December 6, 2012 / 3:11 PM / 5 years ago

Mild autumn weather helps East Europe restore wheat output

* Ukraine crops in mostly good condition, area up

* Russian winter forecast to be coldest for 20 years

* Bulgaria, Romania crops developing well

By Pavel Polityuk and Polina Devitt

KIEV/MOSCOW, Dec 6 (Reuters) - Mild and wet weather autumn weather in most Black Sea countries is likely to help the major wheat-exporting region increase its winter wheat harvest in 2013 after drought cut output this year, analysts said.

The outlook for Russia is not undermined by forecasts for the country to see its coldest winter in 20 years, as snow is expected to protect crops.
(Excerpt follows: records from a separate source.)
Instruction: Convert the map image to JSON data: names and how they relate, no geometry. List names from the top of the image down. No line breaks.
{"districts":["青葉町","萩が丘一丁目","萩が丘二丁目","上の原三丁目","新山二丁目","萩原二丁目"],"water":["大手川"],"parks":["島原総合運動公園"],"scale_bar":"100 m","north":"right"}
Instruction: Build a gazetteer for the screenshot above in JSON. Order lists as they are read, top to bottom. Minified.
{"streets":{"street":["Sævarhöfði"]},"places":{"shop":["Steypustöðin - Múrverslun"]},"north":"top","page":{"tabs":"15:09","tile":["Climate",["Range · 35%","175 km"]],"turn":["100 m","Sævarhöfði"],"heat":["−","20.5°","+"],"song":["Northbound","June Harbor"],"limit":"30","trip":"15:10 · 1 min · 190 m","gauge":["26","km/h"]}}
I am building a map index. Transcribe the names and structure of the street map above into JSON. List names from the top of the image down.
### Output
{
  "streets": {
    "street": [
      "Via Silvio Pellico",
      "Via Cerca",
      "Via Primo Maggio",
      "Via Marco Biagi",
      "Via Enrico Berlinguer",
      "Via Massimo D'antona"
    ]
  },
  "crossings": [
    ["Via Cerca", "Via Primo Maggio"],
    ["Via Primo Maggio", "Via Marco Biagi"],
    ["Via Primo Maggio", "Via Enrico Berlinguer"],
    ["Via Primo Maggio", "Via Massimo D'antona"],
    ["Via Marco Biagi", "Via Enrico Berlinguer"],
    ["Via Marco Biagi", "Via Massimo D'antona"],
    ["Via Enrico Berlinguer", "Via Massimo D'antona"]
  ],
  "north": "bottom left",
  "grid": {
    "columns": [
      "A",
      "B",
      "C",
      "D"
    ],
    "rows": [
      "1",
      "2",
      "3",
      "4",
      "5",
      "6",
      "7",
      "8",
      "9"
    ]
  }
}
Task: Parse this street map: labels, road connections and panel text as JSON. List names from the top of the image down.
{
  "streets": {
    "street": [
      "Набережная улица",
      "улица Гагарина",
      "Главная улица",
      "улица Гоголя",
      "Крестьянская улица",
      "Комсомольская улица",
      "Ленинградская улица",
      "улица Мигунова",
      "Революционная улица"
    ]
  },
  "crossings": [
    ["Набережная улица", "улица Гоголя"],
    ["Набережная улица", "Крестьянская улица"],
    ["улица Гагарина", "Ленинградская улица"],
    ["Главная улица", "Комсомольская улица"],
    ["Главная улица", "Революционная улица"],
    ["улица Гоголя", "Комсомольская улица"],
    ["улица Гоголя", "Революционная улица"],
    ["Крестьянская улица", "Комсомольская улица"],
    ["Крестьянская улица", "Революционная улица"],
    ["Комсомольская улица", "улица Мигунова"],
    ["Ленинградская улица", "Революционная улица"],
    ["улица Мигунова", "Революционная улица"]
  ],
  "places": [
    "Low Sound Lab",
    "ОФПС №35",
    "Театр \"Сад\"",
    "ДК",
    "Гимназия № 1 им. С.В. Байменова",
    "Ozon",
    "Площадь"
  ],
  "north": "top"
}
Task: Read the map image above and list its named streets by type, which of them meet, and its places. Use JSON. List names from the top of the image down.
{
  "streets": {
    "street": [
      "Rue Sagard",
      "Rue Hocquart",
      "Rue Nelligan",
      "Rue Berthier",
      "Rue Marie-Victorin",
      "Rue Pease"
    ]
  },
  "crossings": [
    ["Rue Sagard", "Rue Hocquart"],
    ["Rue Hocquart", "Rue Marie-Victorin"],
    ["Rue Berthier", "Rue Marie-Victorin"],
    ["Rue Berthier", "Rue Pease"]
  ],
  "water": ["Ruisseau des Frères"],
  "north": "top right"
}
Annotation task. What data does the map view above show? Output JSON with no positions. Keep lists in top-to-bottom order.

The region’s main growers - Russia, Ukraine, Romania and Bulgaria - have completed the sowing of the 2012 winter wheat crop and have kept the planting area at last’s year level or reduced it slightly.

Even a smaller sowing area could bring a higher harvest.

Russian officials expect a good winter grain crop despite the forecast cold winter, a decreased sowing area and the fact that a higher percentage of winter grain plantings than the historical average is in poor condition this year.

Hopes for a good harvest are based on conditions in the Volga and the Central regions, which are shaping up to be better than last year‘s.

The plantings deemed to be in a poor state in Russia’s South region amounted to 12 percent, above the average 7.6 percent seen in 2007-2011, a table from the Hydrometcentre weather forecasting service showed last week.

In Russia as a whole, grain plantings in a poor state are at 8 percent, up from last year’s 6 percent. Winter wheat accounts for 40 to 50 percent of Russia’s total wheat planting area and about 80 percent of its output of all winter grains.

“Winter of 2012/13 is expected to be the coldest in 20 years,” Hydrometcentre director Roman Vilfand said. Temperatures in the European part of the country are expected to be normal in December-January and below usual levels in February.

“We expect weather conditions for the wintering to be normal as snow covering is already quite high and is not expected to decline,” Vilfand was quoted as saying on the forecaster’s website

Russia has almost finished its sowing campaign and is expected to sow 16 million hectares to winter grain, 0.8 million hectares fewer than last year.

“With normal wintering conditions, a significant part of plantings in a poor state will become better during spring,” SovEcon agricultural analysts said on their website

“But even if we see the most favourable conditions for wintering, the sown area will be significantly lower than during the 2008/09 season, when Russia harvested 97 million tonnes of grain.”


Ukraine, which enlarged its winter wheat sowing area by about 2.5 percent this year, could increase wheat output in 2013 after drought cut production in 2012 by a third, forecasters said.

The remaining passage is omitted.